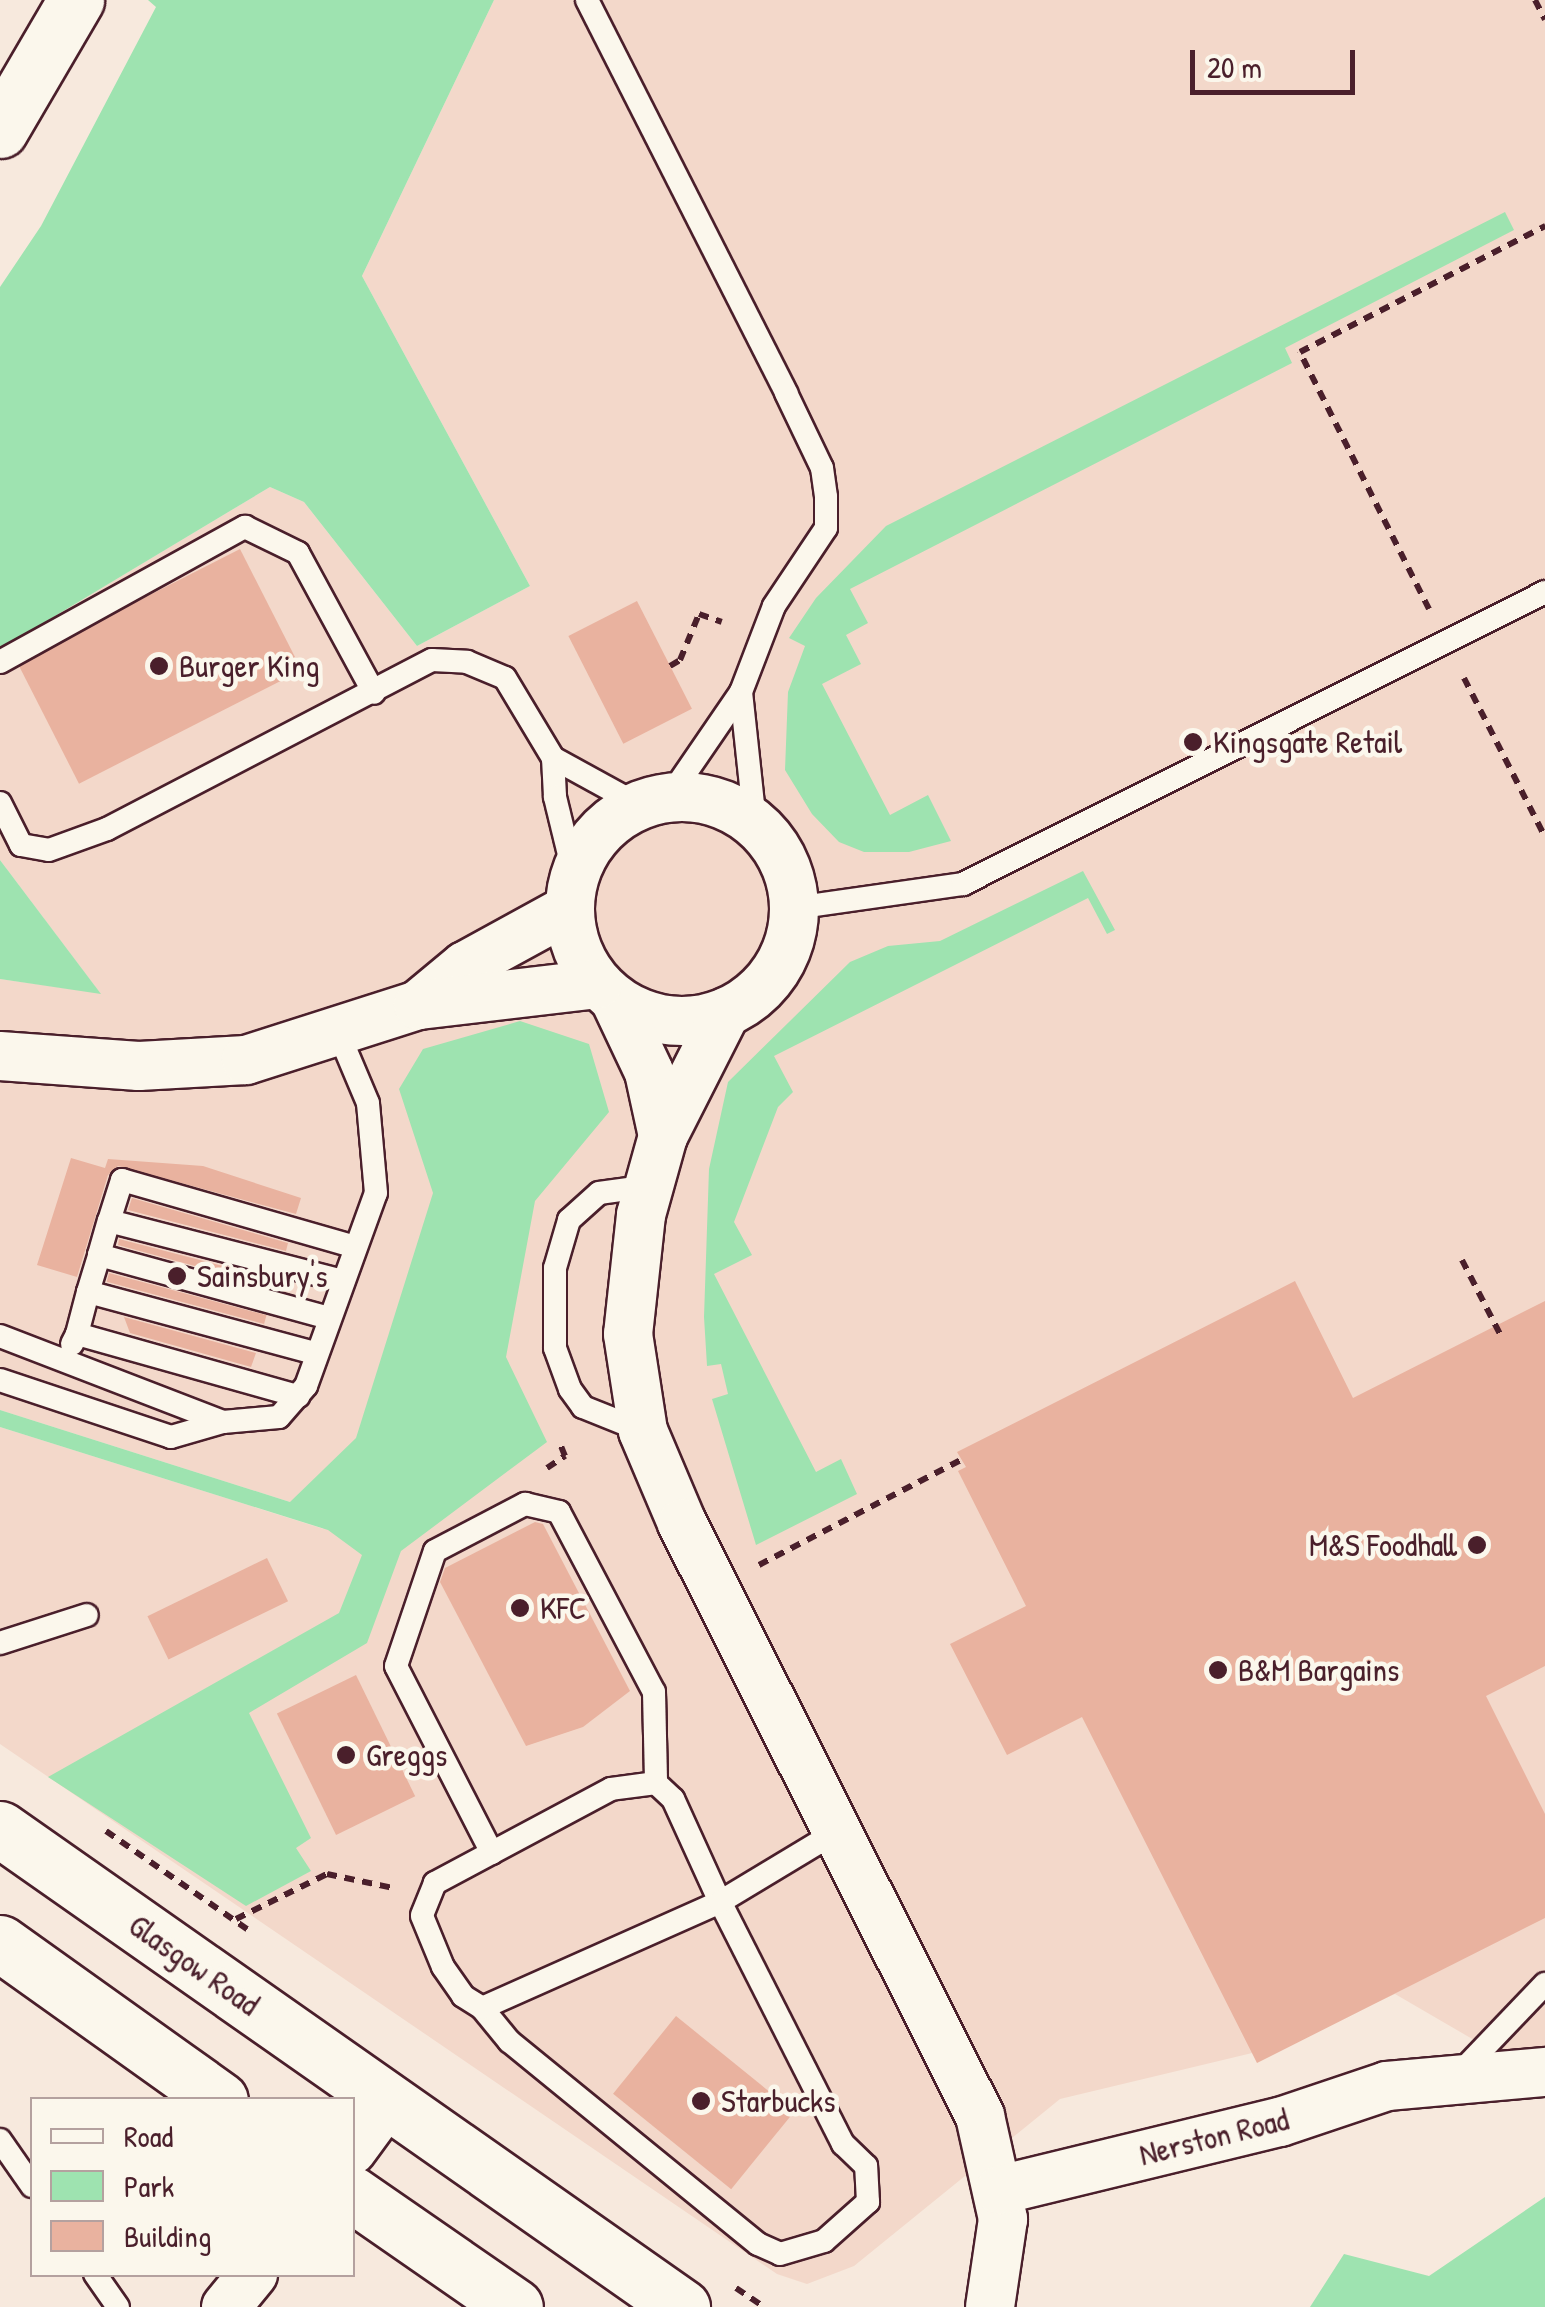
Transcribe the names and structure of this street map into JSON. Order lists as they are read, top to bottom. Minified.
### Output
{"streets":{"main road":["Glasgow Road"],"street":["Nerston Road"]},"places":["Burger King","Kingsgate Retail","Sainsbury's","M&S Foodhall","KFC","B&M Bargains","Greggs","Starbucks"],"legend":["Road","Park","Building"],"scale_bar":"20 m"}
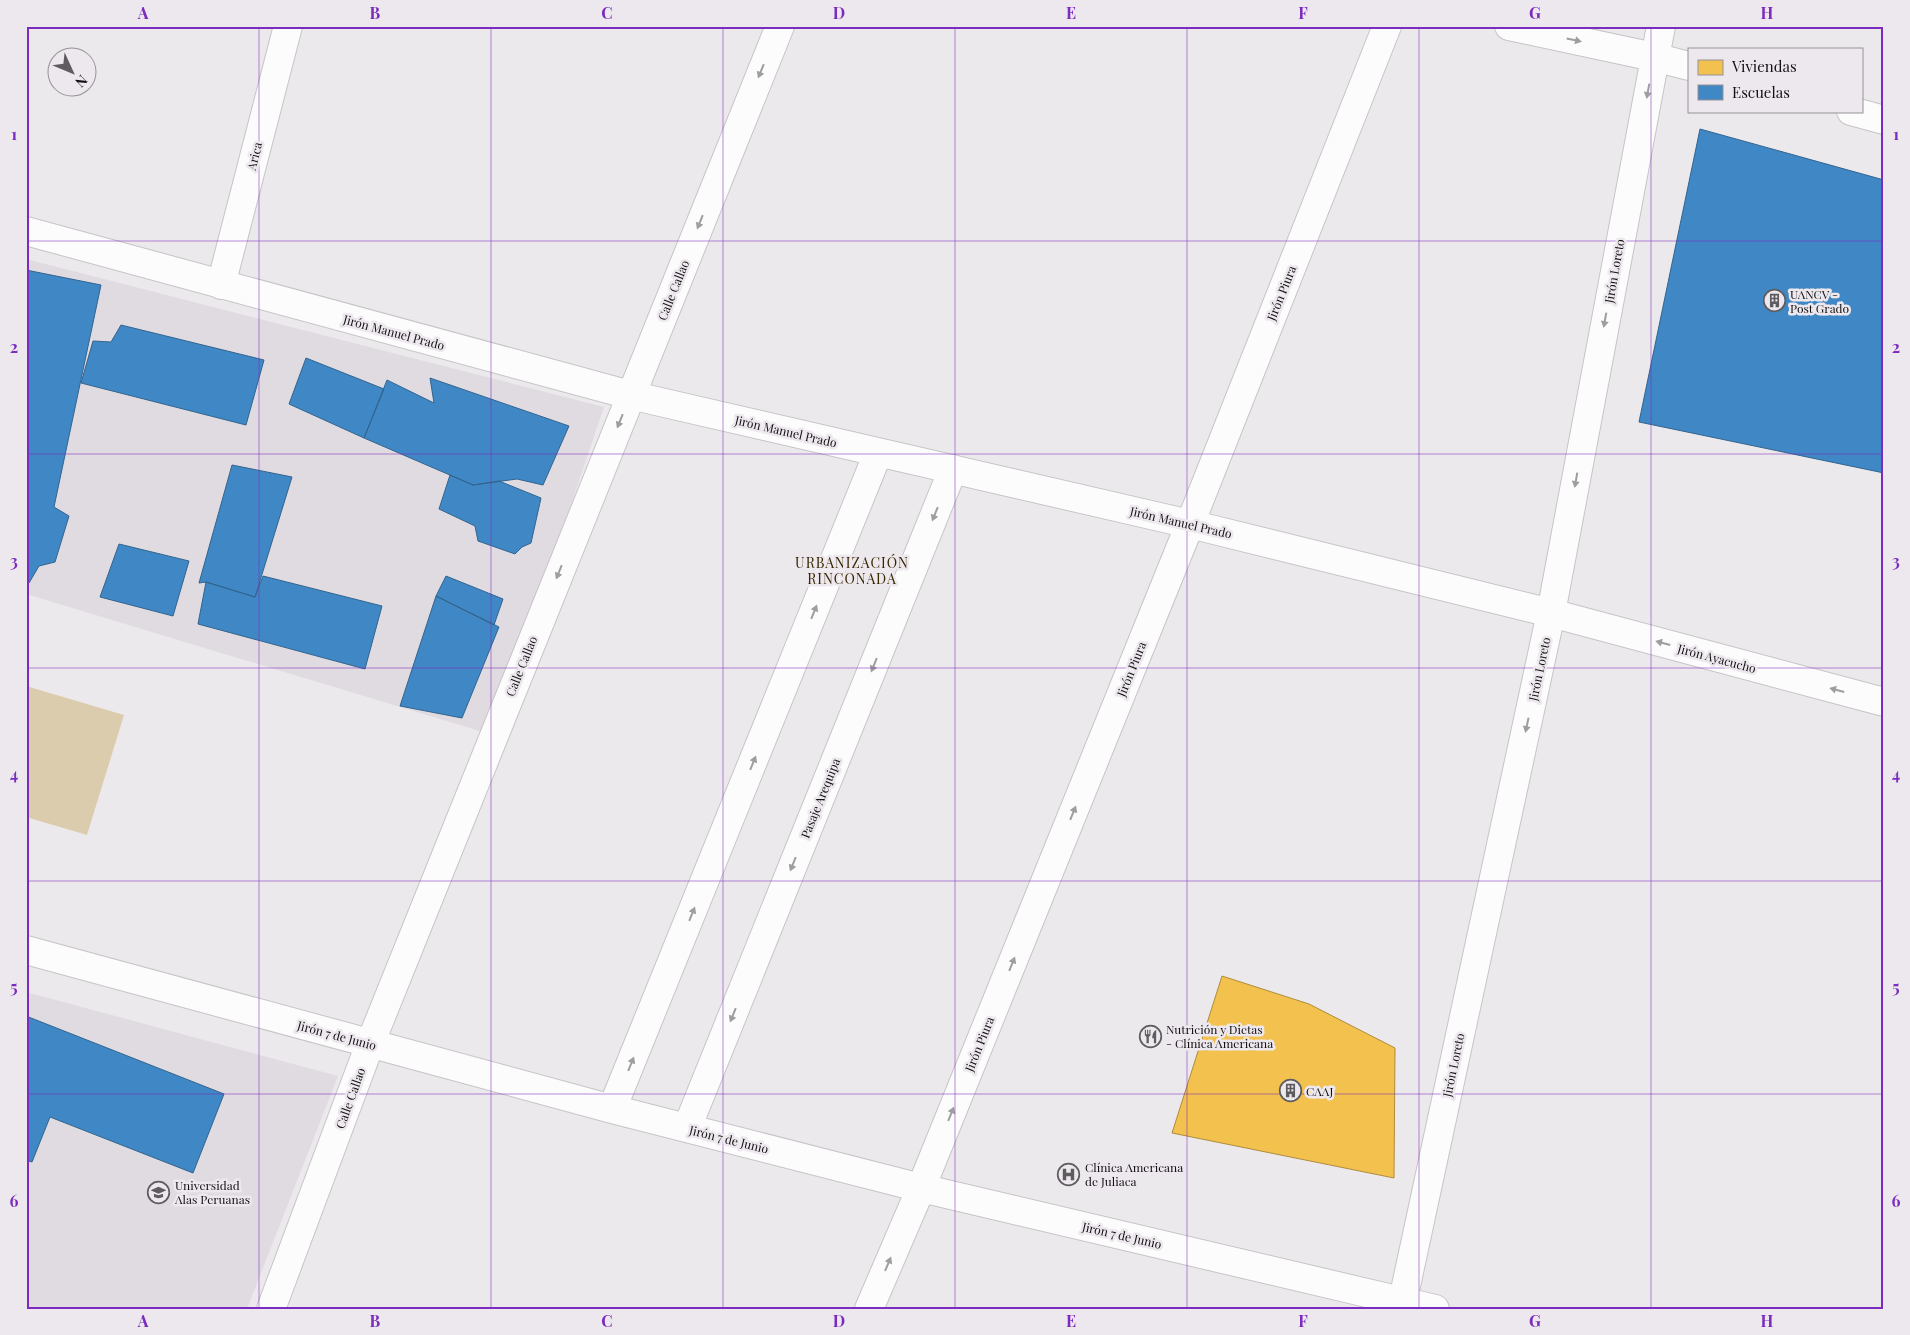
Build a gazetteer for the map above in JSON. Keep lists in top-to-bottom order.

What to do:
Return all of the data exactly as written, and drop the pictures.

Response below:
Transcribe the names and structure of this street map into JSON. Order lists as they are read, top to bottom. Minified.
### Output
{"streets":{"main road":["Glasgow Road"],"street":["Nerston Road"]},"places":["Burger King","Kingsgate Retail","Sainsbury's","M&S Foodhall","KFC","B&M Bargains","Greggs","Starbucks"],"legend":["Road","Park","Building"],"scale_bar":"20 m"}
Build a gazetteer for the map above in JSON. Keep lists in top-to-bottom order.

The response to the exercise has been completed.